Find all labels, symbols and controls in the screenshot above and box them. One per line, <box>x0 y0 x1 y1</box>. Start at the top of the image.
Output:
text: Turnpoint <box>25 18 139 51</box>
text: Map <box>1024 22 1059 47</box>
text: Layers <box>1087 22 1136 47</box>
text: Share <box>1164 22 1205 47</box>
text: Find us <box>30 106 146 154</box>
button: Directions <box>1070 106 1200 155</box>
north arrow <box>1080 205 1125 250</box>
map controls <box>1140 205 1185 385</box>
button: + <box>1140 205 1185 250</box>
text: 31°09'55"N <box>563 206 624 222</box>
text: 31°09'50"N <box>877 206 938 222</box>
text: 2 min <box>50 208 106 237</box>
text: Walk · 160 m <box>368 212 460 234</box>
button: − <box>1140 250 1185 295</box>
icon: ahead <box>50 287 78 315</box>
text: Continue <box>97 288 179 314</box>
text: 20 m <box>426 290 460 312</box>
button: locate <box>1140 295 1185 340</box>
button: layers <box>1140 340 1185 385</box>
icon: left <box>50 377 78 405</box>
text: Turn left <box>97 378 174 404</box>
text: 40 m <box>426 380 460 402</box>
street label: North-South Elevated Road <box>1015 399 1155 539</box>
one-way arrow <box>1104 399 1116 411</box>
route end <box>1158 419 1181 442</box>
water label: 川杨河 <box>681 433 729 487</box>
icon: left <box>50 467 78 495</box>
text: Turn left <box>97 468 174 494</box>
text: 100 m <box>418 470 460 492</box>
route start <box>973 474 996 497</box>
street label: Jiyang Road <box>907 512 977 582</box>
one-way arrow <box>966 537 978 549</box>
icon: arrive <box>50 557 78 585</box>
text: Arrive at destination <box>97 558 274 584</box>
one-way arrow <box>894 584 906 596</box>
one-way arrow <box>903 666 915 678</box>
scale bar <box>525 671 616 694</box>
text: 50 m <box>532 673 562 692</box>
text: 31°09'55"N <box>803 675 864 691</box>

_ _ _ _

■ **Your goal**
Scan the material above for lines that contain the string "arrow", and copy each such line.

■ **Result of the task**
north arrow <box>1080 205 1125 250</box>
one-way arrow <box>1104 399 1116 411</box>
one-way arrow <box>966 537 978 549</box>
one-way arrow <box>894 584 906 596</box>
one-way arrow <box>903 666 915 678</box>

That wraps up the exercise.